Phase 10 — Chiller Plant Management System (CPMS)
Status: Planned · Owner: CPMS Lead (HVAC + Controls SME + Backend) · Duration: 4 weeks · Gate: G10
1. Overview
Phase 10 builds the Chiller Plant Management System (CPMS) as a standalone module within Atlas + SFMS. It targets the largest single energy consumer in most commercial buildings — the chilled-water plant — and gives operators real-time plant visibility, equipment-level performance analytics, AI-driven optimisation (sequencing, staging, setpoint reset), and Fault Detection & Diagnostics (FDD). CPMS is plant-agnostic (centrifugal, screw, scroll, heat-pump chillers; cooling towers; primary/secondary/tertiary loops) and aligns to ASHRAE Guideline 36 for control sequences and AHRI Standard 550/590 for performance reporting (IPLV / NPLV).
This module is a direct fit for the KTC fixture, where 121 CHH (heat-pump chiller) units, related primary/secondary loops (PH/PC, HHS/HCS), and condenser pumps (RP) are already mapped via BACnet.
2. Objectives
- O10.1 — Live chiller-plant schematic with equipment-level telemetry, alarms, and control state.
- O10.2 — Plant performance KPIs in real time: plant kW/RT, per-chiller kW/RT, IPLV / NPLV, COP, delta-T, approach, ΔP, flow, condenser/chilled-water reset state.
- O10.3 — Chiller sequencing & staging optimisation (lead/lag/standby; rotation; demand-based stage up/down).
- O10.4 — Setpoint reset advisor: chilled-water reset, condenser-water reset, differential-pressure reset.
- O10.5 — Fault Detection & Diagnostics (FDD) for the standard fault library (short cycling, surge, low ΔT syndrome, refrigerant under/over-charge symptoms, condenser fouling, cooling-tower drift, sensor fault).
- O10.6 — AI optimisation engine producing per-day operational recommendations and explaining the rationale.
- O10.7 — What-if simulator: change weather / load / setpoints and compare plant kWh and kW/RT.
- O10.8 — CPMS-specific dashboards, widgets, workflows, and approval flows for plant control actions (with safety gates).
3. Scope
3.1 In-scope
- CPMS entity model layered on Atlas (Asset → System → Plant) with CPMS-specific equipment classes:
Chiller,CoolingTower,Pump,Valve,HeatExchanger,ExpansionTank,Filter,ChilledWaterLoop,CondenserWaterLoop,Plant. - Plant schematic builder (drag-drop on a canvas) + auto-generation from asset relationships.

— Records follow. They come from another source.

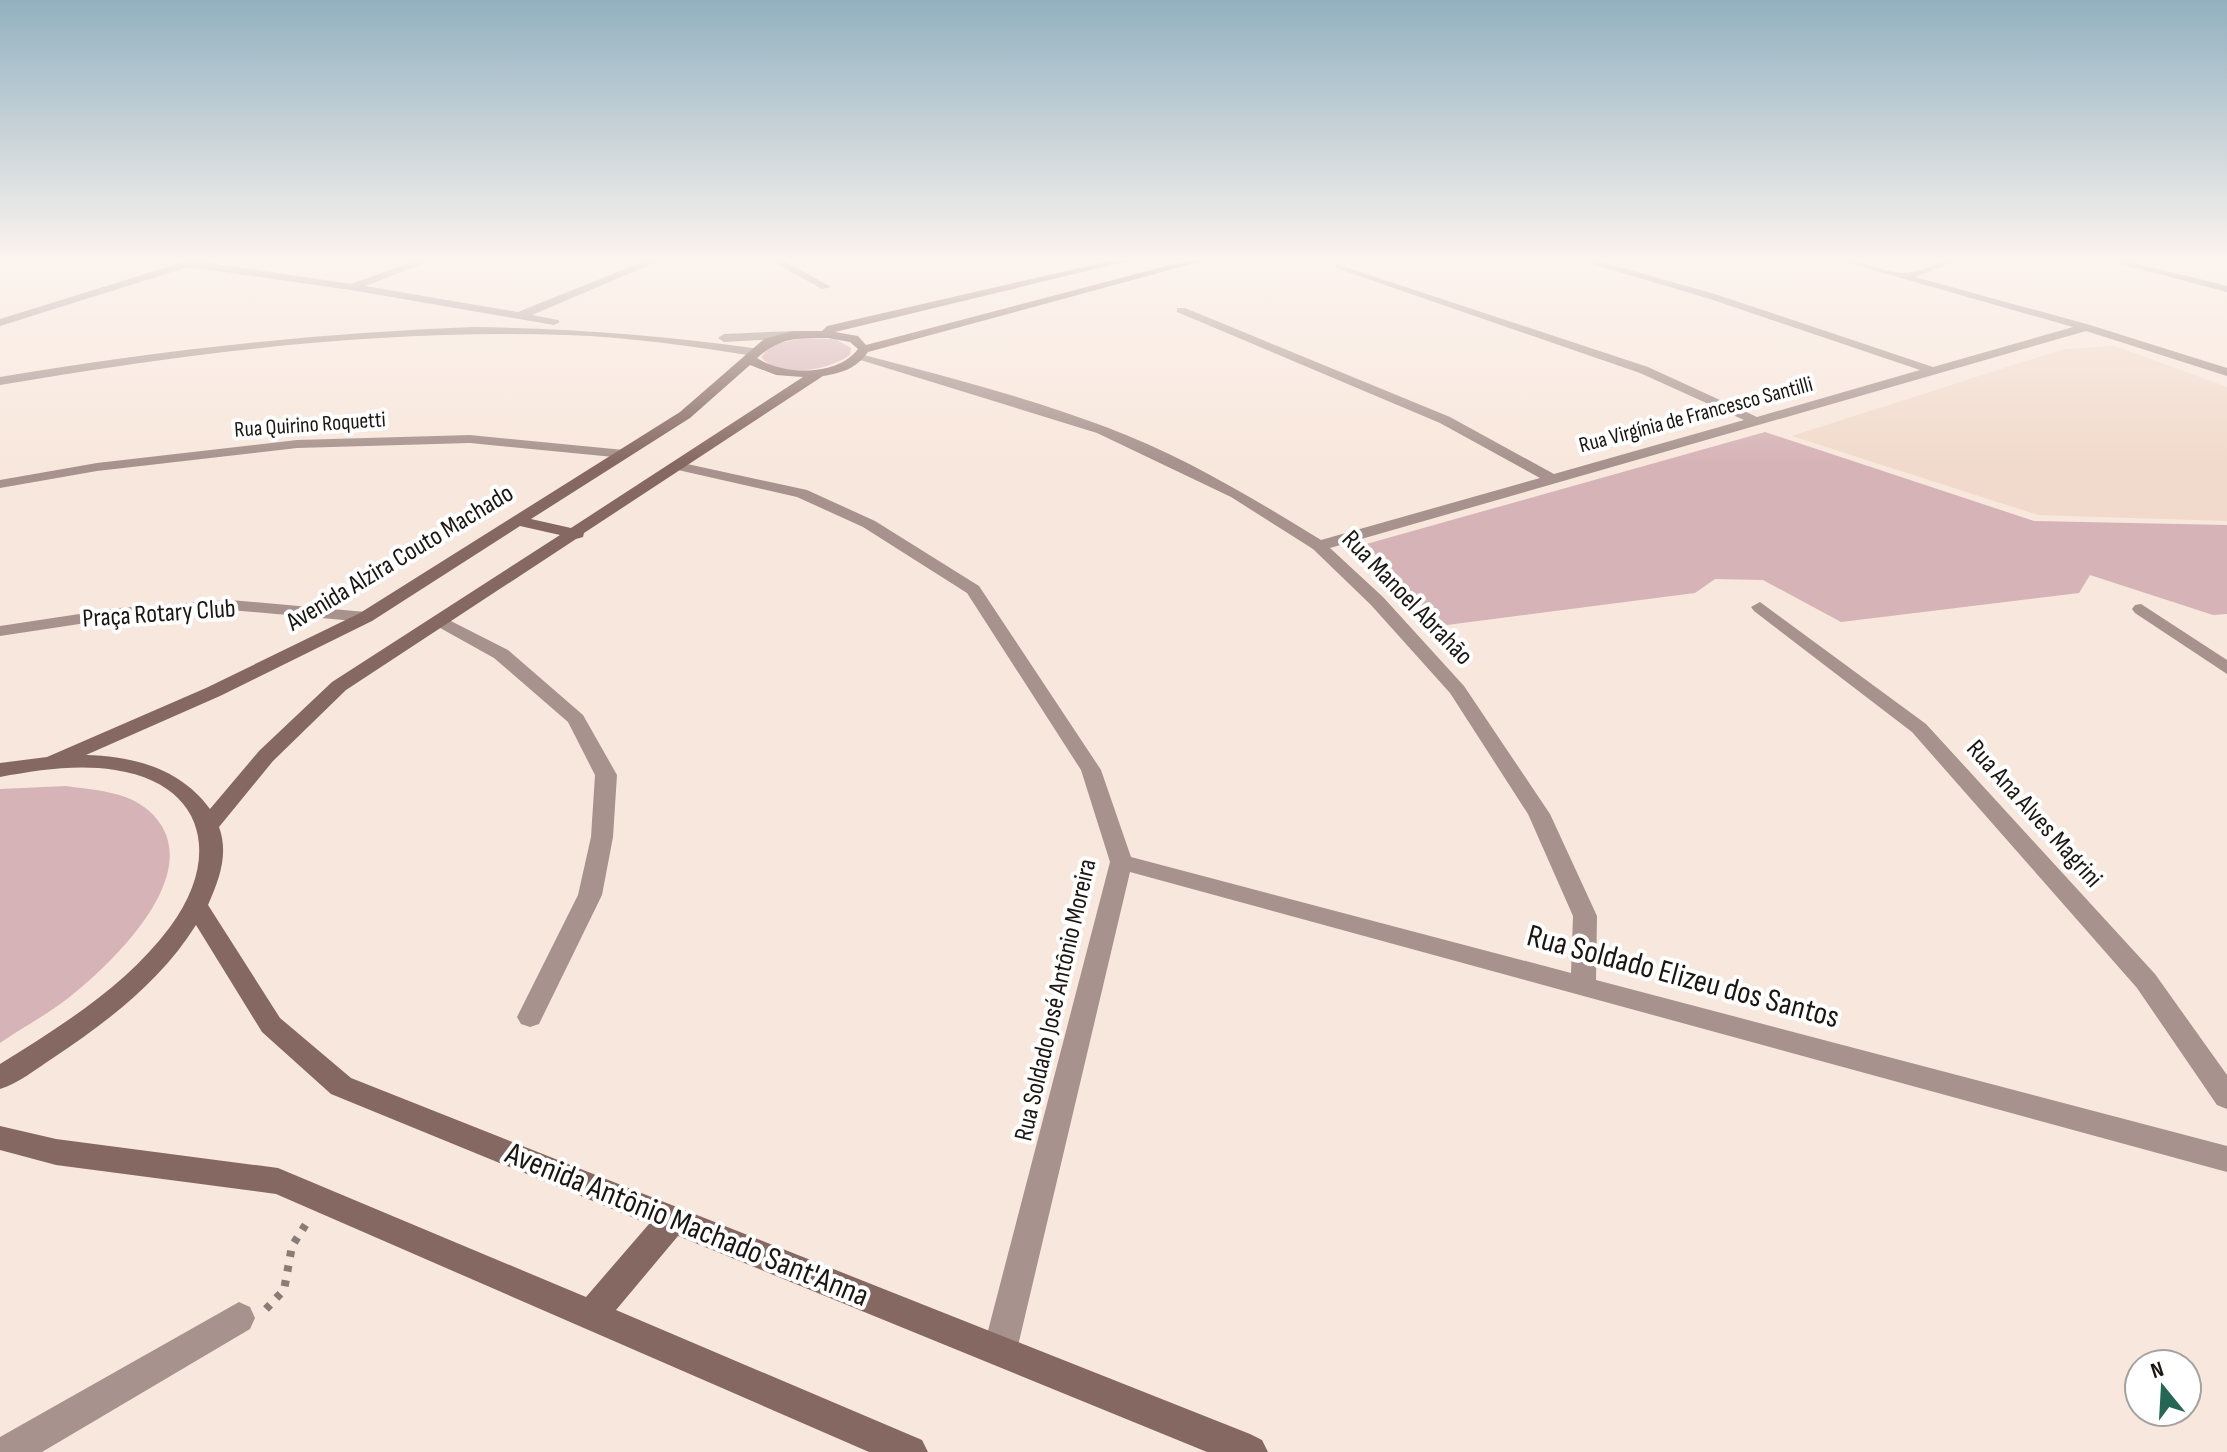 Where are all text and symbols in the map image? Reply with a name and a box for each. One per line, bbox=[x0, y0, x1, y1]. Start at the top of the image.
street label: Rua Virgínia de Francesco Santilli bbox=[1576, 371, 1816, 459]
street label: Rua Quirino Roquetti bbox=[233, 406, 387, 444]
street label: Avenida Alzira Couto Machado bbox=[280, 478, 519, 639]
street label: Rua Manoel Abrahão bbox=[1335, 524, 1479, 672]
street label: Praça Rotary Club bbox=[81, 593, 237, 635]
street label: Rua Ana Alves Magrini bbox=[1960, 734, 2108, 894]
street label: Rua Soldado José Antônio Moreira bbox=[1008, 856, 1104, 1144]
street label: Rua Soldado Elizeu dos Santos bbox=[1523, 917, 1843, 1037]
street label: Avenida Antônio Machado Sant'Anna bbox=[499, 1134, 874, 1316]
north arrow bbox=[2123, 1348, 2203, 1428]
text: N bbox=[2148, 1356, 2167, 1385]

- Per-equipment performance curves (factory + measured) and library of typical models.
- Real-time KPI engine for kW/RT and derived metrics.
- Sequencing & staging engine (rule-based + AI-augmented).
- Setpoint reset recommender (ASHRAE Guideline 36 strategies).
- FDD engine with a launch fault library (≥30 rules) plus tenant-customisable rules.
- AI optimisation engine (Phase 6 LLM router + classical ML for forecasting).
- What-if simulator (closed-form regression model + monte-carlo bands).
- Plant-control actions are advisory by default; tenants can enable closed-loop control with safety gates (workflow approval + circuit breaker).
- M&V baseline storage (used by Phase 11 EMS for measurement & verification).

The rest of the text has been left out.